On a diagnostiqué à Kyle Turkey une encéphalopathie traumatique chronique après dix ans de blessures subies à cause de sa pratique en NFL. Cette encéphalopathie était si sévère qu’il commençait à avoir des pensées violentes et suicidaires. Tout cela fut terminé lorsqu’il commença à consommer du cannabis médical, il alla même jusqu’à déclarer que le cannabis médical lui avait sauvé la vie.

Un snowboardeur canadien du nom de Ross Rebagliati, médaillé d’or en 1998 durant les Jeux Olympiques d’hiver, n’avait pas pu recevoir sa médaille, car son sang avait été testé positif au cannabis. Il fut donc disqualifié, mais réussit tout de même à obtenir sa médaille, car le cannabis ne faisait pas partie de la liste officielle des substances bannies dans le cadre des Jeux Olympiques. Si cela lui était arrivé, ne serait-ce qu’un an plus tard, lorsque le WADA fut créé, il n’aurait pas pu être aussi chanceux.

Micheal Phelps Cannabis

LES TEMPS CHANGENT

Lorsqu’une organisation telle que la WADA déclare ouvertement que le CBD est apte à la consommation pour les athlètes de haut niveau du monde entier dans le cadre de la participation aux très prestigieux Jeux Olympiques, on sent bien que la société elle-même est en train de changer de manière significative.
Les gouvernements du monde entier vont maintenant devoir se rasseoir et digérer l’information. Comment est-il légitimement possible d’empêcher un athlète olympique, voire un citoyen lambda, de traiter ses douleurs dues à une récupération musculaire en se servant du CBD, alors même que la plus grande agence luttant conte le dopage a déclaré que le CBD n’était pas une drogue ?

Des athlètes venus de Chine, d’Afrique du Sud, et de Mongolie (parmi tant d’autres) sont maintenant désavantagés, car le CBD est toujours interdit dans ses contrées.
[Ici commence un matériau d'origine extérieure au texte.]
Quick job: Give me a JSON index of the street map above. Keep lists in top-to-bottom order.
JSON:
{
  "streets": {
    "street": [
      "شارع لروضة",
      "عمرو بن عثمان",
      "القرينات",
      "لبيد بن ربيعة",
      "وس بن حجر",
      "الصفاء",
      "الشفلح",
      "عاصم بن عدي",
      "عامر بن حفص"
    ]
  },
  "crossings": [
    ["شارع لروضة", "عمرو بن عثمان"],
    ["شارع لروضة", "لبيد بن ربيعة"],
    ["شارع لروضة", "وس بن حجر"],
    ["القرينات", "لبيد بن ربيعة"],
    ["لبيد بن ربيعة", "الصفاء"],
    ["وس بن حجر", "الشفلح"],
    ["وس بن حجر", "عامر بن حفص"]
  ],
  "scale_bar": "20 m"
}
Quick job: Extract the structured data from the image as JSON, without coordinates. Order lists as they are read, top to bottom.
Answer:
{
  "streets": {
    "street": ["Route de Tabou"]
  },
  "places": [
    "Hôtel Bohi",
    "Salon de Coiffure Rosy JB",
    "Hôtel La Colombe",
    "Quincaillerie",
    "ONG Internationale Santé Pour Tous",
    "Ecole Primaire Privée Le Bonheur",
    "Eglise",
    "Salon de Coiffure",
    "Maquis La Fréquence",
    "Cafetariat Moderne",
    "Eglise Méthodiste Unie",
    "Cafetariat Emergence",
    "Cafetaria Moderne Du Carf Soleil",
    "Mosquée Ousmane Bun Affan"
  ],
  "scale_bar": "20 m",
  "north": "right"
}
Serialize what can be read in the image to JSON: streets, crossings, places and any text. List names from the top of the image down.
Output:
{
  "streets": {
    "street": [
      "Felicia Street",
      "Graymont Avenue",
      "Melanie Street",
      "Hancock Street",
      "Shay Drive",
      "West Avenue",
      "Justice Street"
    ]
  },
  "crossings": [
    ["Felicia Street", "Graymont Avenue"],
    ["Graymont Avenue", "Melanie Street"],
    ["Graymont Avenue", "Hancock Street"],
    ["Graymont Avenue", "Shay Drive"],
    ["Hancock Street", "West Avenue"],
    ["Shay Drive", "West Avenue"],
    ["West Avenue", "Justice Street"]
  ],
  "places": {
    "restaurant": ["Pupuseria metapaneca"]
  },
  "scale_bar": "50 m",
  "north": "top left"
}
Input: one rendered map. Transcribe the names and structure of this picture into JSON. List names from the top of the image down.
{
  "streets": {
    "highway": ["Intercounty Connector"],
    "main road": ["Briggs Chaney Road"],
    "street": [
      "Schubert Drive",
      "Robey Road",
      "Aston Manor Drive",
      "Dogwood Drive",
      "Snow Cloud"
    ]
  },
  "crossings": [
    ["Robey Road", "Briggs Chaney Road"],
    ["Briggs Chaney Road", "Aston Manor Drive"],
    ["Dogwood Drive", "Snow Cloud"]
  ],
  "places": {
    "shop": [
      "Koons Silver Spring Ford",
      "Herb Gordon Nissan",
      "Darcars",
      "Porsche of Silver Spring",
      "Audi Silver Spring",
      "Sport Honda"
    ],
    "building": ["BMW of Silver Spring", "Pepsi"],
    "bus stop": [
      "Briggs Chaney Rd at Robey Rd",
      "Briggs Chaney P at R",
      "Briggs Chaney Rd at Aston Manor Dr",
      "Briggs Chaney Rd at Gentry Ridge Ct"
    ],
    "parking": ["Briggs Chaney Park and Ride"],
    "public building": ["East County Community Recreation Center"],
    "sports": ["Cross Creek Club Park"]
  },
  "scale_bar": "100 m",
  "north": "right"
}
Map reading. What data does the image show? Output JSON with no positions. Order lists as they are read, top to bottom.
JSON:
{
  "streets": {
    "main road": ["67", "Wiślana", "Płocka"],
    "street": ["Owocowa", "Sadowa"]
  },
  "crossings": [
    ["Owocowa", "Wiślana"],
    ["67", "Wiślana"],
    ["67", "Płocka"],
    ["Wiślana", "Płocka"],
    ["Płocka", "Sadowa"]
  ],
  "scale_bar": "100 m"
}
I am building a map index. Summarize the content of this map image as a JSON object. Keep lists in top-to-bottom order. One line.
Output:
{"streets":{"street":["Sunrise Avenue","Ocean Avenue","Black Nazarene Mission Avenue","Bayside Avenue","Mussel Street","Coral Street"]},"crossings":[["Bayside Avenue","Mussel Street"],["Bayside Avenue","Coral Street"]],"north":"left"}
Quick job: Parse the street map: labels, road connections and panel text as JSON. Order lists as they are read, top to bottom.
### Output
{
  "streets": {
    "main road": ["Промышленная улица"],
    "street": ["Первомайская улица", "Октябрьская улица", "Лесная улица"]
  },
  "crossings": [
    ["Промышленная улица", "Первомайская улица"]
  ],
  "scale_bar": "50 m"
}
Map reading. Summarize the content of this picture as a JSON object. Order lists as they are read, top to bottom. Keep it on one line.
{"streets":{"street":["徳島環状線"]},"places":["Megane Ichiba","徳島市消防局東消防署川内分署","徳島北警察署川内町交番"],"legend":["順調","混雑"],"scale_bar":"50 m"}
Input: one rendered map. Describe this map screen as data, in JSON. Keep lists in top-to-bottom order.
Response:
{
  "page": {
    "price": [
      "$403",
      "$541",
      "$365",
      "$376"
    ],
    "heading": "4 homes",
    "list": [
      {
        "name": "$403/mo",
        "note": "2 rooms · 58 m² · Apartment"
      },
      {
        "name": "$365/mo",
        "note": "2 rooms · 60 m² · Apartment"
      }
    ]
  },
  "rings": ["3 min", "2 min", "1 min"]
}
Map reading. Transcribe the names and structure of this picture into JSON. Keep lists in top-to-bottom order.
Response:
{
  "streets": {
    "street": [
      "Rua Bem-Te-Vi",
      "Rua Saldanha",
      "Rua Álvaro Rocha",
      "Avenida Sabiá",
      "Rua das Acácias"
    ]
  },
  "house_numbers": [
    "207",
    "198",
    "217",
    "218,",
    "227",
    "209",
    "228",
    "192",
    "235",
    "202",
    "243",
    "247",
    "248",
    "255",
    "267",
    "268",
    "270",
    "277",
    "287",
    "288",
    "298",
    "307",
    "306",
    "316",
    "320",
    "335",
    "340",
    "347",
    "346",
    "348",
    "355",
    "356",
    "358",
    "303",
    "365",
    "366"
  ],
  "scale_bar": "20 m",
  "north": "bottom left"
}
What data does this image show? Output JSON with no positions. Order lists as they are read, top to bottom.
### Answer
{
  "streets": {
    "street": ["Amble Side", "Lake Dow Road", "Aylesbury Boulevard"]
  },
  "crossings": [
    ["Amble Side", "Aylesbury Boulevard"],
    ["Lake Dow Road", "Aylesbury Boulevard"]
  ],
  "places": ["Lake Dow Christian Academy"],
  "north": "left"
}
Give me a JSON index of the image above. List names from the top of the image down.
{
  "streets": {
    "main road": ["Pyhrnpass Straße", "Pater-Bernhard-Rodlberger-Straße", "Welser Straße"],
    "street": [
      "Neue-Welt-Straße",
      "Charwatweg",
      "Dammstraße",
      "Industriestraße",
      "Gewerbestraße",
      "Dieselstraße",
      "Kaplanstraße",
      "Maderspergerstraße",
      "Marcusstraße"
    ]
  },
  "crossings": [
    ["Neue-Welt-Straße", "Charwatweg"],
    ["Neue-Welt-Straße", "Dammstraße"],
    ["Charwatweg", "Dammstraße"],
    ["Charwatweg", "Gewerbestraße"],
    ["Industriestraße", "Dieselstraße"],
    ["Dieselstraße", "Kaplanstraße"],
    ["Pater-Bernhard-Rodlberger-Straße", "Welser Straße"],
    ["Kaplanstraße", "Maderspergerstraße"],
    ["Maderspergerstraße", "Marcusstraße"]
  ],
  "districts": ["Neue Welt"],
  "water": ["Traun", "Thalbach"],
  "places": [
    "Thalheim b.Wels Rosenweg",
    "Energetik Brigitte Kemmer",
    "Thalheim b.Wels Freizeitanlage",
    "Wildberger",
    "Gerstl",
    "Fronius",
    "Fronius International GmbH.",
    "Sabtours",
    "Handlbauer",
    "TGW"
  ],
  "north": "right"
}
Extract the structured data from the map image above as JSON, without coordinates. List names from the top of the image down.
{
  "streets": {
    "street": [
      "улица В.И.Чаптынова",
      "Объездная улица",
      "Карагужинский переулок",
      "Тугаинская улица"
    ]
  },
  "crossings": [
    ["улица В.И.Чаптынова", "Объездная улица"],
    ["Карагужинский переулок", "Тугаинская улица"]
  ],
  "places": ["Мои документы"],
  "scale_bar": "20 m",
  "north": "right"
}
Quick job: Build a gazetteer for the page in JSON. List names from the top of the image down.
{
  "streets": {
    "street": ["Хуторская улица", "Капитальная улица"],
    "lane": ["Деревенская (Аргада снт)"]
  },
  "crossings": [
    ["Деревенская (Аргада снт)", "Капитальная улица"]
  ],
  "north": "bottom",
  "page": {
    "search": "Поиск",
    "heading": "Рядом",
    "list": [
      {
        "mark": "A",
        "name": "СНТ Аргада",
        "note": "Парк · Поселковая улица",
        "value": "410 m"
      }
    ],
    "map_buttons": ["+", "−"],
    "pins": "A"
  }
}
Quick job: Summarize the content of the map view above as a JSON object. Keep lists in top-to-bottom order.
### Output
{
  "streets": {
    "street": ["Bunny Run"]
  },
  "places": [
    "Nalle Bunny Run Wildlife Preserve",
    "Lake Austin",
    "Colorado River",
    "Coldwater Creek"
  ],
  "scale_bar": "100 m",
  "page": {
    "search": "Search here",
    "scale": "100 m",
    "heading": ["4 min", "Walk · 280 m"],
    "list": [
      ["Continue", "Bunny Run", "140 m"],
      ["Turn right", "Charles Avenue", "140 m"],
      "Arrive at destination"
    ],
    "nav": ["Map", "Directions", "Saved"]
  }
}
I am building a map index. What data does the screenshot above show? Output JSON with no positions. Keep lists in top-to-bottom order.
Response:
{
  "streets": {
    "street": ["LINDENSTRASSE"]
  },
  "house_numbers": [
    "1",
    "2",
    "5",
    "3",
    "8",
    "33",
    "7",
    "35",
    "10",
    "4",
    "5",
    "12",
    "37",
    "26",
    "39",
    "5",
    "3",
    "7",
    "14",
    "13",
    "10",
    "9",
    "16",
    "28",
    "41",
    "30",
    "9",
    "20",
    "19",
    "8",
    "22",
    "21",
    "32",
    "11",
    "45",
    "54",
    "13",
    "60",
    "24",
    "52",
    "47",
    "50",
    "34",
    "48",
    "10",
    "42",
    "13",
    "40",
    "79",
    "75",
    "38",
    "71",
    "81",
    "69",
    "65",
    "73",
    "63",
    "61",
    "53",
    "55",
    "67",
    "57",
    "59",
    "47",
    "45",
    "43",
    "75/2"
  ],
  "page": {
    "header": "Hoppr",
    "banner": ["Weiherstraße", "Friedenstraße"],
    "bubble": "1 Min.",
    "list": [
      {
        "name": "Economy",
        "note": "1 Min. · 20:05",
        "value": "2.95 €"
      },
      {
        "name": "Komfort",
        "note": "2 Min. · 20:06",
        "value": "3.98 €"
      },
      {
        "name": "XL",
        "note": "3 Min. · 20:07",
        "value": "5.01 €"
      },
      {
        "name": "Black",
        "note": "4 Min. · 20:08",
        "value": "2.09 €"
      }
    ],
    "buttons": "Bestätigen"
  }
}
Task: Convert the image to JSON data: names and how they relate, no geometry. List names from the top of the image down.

C’est honteux, car le CBD peut, dans une grande quantité de cas, être plus efficace et posséder moins d’effets secondaires que les produits pharmaceutiques traditionnels.

Agence Mondiale Antidopage CBD

LE DOPAGE DURANT LES JEUX OLYMPIQUES

Si certains athlètes peuvent profiter d’une récupération plus rapide et d’une réduction de la douleur alors que d’autres non, sont-ils privilégiés ? Concourent-ils vraiment sur un pied d’égalité ?

Cette question est vraiment paradoxale, elle est presque similaire à celle sur la relation entre les stéroïdes et les Jeux Olympiques, elle est seulement inversée.

L’histoire des stéroïdes, des autres drogues, et des Jeux Olympiques est presque comme un cartoon de Tom et Jerry. Un vrai jeu du chat et de la souris. Depuis les premiers tests menés en 1968, les jeux sont envahis de réponses positives aux tests menés pour la détection de toutes sortes de drogues permettant d’améliorer les performances sportives.

Chaque année, des nouveaux tests voient le jour, et chaque année, de nouvelles compositions chimiques sont créées afin de tromper les labos de tests. Ce petit jeu du chat et de la souris continue encore de nos jours.

Mais le paradoxe est très clair. Consommer des drogues afin de surcharger ses performances et d’atteindre son potentiel maximum est une chose, c’est de la triche. Alors que consommer des plantes naturelles afin de récupérer pleinement de l’intensité d’un effort athlétique en est une autre.